The letter seen by the Evening Standard, had Grayling writing: "I would not be in favour of changing the current arrangements – not because I have any fears over the immediate future, but because I would like to keep suburban rail services out of the clutches of any future Labour mayor."
Train drivers' union Aslef has also joined the calls. General secretary Mick Whelan said: "‘How can anyone trust anything Mr Grayling ever says again? This lie – putting narrow party advantage ahead of the interests of the travelling public – shows he is manifestly unfit for public office. If he won’t do the decent thing and resign Theresa May should sack him."
In response to the leak, Khan said "a good rail service for commuters is far, far more important than party politics" in response to the leak.
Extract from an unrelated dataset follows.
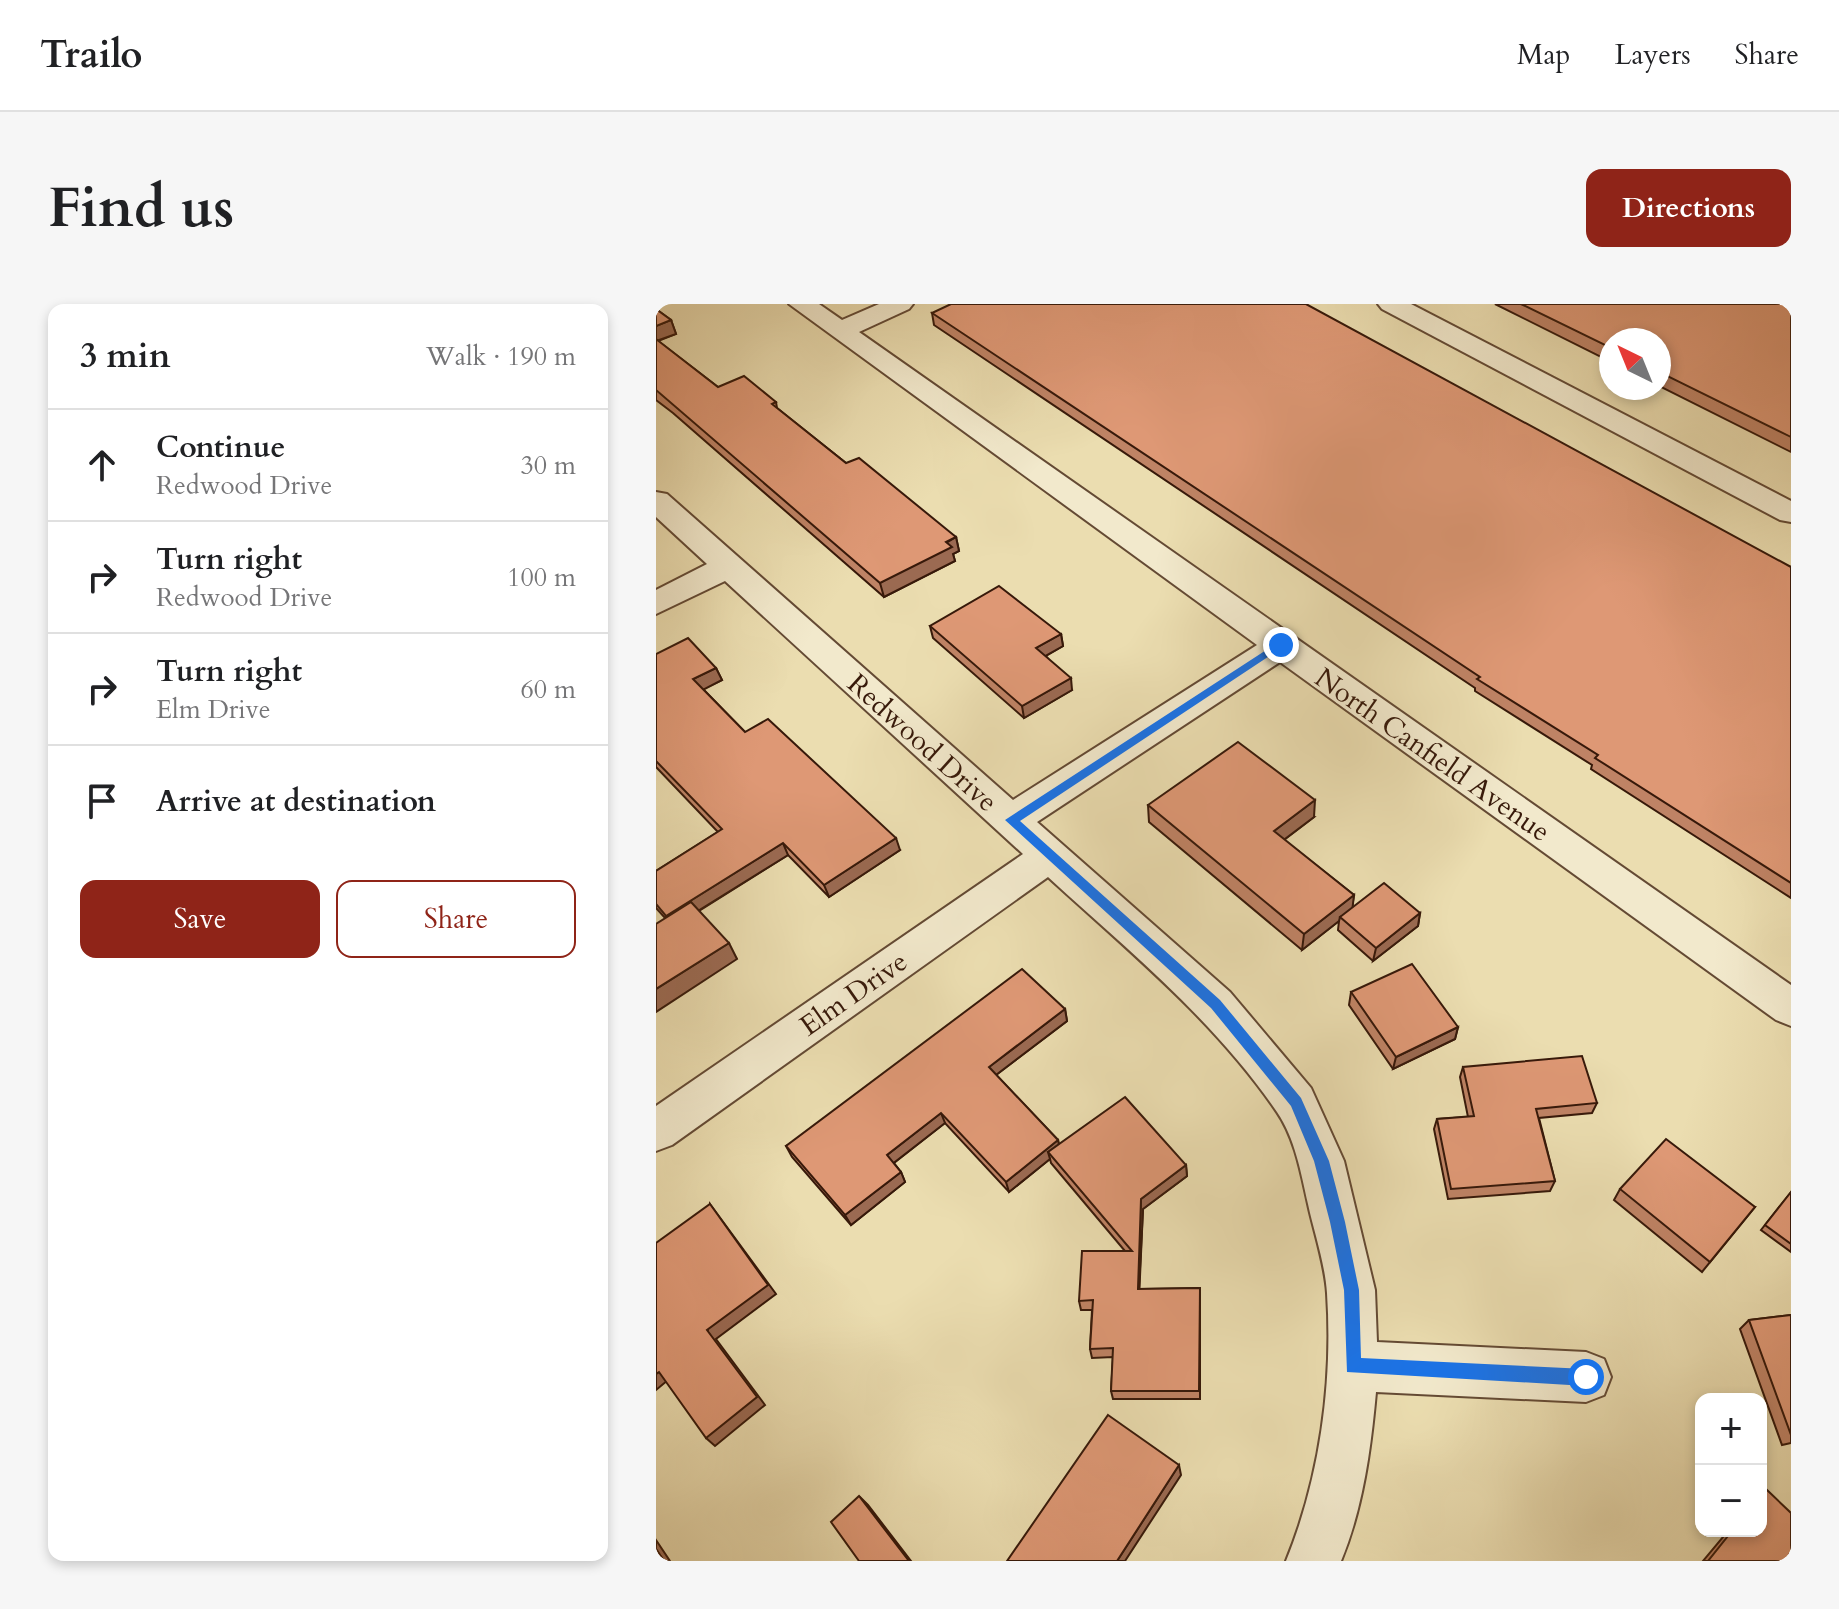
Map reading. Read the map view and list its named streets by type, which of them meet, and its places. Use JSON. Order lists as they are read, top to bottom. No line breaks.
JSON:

Neill said he was particularly frustrated as his constituency was filled with commuters who "are entirely dependent on the wholly discredited local franchise Southeastern" and "tired of the daily deterioration in service we have all witnessed".
Downing Street though, has rebuffed the calls for action. The Prime Minister’s spokesperson said Theresa May had full confidence in Grayling and he was doing an "excellent job" in reforming the railways.
Bob Neill's not happy with Chris Grayling...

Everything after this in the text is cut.